É insuportável viver num mundo em que tudo é mau. É
insuportável viver na negação existencial, olvidando a nossa natural
vulnerabilidade. Em todas as épocas, em todos os males, em todos os erros, em todos
os defeitos há a permeabilização das grandes forças do bem. Lá diz o povo, em
sua magna sabedoria: “Há males que vêm
por bem.” Aquele problema, aquele obstáculo, aquela dor são o grande móbil
para quantos momentos de sublime elevação. Não é fazer a apolologia do
sofrimento, longe disso, mas justificar que o humano é um ser de
problematicidade.
O Espiritismo não tem uma doutrina do mal, chama-lhe
ignorância. É isso mesmo, não passamos de ridículos pseudo-sábios, fascinados
com o nosso falso saber. A ignorância é o que mais eficazmente nos caracteriza.
O ser humano tem dificuldade em perceber que é tão pequenino.

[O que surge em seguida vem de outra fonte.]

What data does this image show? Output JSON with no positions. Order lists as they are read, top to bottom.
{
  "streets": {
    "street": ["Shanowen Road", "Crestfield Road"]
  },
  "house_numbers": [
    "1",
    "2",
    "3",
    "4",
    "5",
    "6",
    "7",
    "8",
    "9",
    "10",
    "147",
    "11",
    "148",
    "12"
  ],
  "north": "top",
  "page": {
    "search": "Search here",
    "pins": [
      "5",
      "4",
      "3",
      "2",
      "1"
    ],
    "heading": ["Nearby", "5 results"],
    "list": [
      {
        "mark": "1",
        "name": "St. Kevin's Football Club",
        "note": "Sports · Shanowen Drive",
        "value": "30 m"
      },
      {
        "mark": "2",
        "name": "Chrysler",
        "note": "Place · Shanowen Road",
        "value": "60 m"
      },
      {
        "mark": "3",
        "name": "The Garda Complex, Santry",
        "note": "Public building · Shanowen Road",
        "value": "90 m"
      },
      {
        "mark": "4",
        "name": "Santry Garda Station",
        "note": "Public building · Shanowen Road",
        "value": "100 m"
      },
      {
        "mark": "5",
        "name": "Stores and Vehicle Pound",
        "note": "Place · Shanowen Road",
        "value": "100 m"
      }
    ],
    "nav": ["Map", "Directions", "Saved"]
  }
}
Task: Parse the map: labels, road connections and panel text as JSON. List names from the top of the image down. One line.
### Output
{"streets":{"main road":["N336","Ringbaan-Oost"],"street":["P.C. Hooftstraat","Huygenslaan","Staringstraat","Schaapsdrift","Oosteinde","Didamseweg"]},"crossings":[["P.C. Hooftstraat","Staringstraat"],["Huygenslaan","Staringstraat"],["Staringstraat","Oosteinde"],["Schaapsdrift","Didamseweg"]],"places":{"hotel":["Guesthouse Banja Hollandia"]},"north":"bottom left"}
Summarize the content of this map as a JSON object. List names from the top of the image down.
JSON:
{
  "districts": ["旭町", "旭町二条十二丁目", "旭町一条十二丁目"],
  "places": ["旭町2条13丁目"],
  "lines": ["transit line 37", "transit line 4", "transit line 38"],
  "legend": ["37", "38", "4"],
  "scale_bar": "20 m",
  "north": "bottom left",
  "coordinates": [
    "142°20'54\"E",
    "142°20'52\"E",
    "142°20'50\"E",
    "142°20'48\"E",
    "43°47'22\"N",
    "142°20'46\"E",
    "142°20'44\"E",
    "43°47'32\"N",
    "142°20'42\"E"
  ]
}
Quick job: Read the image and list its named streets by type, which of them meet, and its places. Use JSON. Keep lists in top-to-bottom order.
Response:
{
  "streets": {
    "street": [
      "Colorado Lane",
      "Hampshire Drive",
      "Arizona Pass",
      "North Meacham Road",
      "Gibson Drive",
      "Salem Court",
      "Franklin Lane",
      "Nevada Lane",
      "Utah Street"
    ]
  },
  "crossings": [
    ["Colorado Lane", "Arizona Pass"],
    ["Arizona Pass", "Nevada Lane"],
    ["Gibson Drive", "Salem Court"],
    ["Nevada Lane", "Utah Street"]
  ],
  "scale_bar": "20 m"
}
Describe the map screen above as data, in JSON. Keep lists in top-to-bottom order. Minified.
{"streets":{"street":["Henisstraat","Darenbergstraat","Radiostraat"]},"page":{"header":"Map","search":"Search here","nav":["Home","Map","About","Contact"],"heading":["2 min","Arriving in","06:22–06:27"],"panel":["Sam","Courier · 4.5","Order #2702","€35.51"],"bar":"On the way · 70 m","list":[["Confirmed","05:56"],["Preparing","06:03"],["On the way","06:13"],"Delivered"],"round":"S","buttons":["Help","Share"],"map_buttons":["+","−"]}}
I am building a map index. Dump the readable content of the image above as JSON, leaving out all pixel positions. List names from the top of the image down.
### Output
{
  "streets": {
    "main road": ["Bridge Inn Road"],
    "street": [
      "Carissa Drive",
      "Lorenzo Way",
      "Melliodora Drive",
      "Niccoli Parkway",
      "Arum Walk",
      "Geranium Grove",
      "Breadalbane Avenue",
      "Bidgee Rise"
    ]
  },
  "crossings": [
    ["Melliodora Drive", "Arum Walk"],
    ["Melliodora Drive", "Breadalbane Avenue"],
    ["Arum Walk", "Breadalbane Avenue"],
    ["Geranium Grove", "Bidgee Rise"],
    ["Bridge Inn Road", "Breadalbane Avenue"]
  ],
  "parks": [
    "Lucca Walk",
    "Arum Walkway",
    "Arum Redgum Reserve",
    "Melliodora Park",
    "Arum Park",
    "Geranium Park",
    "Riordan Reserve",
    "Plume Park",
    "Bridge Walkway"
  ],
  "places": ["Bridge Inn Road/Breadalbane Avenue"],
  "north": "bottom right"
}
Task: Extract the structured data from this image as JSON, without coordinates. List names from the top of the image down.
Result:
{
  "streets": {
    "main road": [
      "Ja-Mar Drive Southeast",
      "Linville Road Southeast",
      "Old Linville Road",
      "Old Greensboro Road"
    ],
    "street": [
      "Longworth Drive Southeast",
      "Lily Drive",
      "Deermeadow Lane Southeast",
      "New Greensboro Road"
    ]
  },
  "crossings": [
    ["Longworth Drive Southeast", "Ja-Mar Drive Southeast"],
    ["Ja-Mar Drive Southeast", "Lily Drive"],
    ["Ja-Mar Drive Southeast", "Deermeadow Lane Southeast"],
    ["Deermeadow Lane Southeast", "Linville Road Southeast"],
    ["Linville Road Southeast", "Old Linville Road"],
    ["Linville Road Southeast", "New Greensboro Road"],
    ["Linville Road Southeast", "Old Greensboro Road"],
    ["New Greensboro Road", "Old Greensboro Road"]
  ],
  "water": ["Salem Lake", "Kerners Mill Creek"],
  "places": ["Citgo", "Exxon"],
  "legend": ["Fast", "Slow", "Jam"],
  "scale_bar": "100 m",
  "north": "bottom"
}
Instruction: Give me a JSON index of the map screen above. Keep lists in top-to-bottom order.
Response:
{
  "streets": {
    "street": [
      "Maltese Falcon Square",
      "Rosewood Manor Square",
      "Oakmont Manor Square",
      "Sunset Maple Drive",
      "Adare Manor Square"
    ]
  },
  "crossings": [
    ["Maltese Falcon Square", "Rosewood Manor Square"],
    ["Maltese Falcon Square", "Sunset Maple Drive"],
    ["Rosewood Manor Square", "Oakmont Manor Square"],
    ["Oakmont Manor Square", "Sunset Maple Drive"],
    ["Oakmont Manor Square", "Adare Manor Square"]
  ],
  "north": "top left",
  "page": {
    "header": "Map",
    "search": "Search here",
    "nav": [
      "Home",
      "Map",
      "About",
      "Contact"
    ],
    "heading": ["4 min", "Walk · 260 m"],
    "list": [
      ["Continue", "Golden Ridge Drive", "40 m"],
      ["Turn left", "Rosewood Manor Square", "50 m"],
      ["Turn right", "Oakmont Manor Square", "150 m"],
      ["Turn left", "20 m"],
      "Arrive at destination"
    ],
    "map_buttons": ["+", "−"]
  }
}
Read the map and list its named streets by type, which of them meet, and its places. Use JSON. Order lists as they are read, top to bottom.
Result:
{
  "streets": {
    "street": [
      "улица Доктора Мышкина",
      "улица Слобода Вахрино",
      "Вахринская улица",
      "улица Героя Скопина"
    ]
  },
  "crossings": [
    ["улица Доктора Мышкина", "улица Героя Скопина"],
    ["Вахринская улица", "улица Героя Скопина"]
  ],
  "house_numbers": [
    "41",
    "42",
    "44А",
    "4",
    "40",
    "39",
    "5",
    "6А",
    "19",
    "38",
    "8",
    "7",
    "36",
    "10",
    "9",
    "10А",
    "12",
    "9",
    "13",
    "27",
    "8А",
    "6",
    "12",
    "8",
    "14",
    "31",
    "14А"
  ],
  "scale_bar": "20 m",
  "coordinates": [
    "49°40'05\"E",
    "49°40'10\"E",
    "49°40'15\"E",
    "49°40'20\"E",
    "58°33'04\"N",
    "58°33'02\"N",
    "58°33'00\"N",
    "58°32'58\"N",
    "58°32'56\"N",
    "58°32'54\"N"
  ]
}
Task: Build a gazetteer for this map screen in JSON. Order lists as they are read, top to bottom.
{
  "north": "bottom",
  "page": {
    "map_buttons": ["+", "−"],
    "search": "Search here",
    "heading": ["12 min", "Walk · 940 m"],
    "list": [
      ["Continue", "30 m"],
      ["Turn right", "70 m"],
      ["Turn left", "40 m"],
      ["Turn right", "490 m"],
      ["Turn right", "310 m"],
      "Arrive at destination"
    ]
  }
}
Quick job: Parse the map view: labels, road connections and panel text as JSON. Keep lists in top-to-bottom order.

Hoje, tudo é xenofobia e racismo. Instalou-se o medo. O
que se ouve com mais frequência ultimamente é: “Agora não se pode dizer nada. Temos que ter cuidado porque podemos ser
mal interpretados. “ Pois eu digo, calem os complexos de inferioridade, que
não fazem sentido nenhum.
As
pessoas calaram-se. Ir ao arrepio desta onda de apagão está a ter o preço
demasiado alto da revolta calada. Assim se implementam os extremismos, assim se
tenta calar uma doutrina de paz e de bem-fazer. Porém, quando o sofrimento bate
à porta, quando o filho cai doente numa cama, quando a vida parece desabar, quando
falta o ordenado em casa, qual racismo qual quê. “Livrem-me disto, que eu não estou para politiquices.”
As
negatividades são subtis, astutas, sábias. Os arabescos de espiritualidade
libertadora são salpicos de justiça. É bom lembrar a máxima kardecista de que
mais vale rejeitar nove verdades do que aceitar uma mentira. Não silenciemos a
nossa luta pela paz, pela vida, pelo bem. Sintamo-nos ávidos de luz, de
palavras partilhadas. O silêncio do medo é a maior força da negatividade.
(cont.)
Margarida
Azevedo
*KARDEC, A., Le Livre des Esprits, Les Editions
Philman, Saint-Amanid-Montrond, 2002, LIVRE 2, MONDE SPIRITE OU DES ESPRITS, chap.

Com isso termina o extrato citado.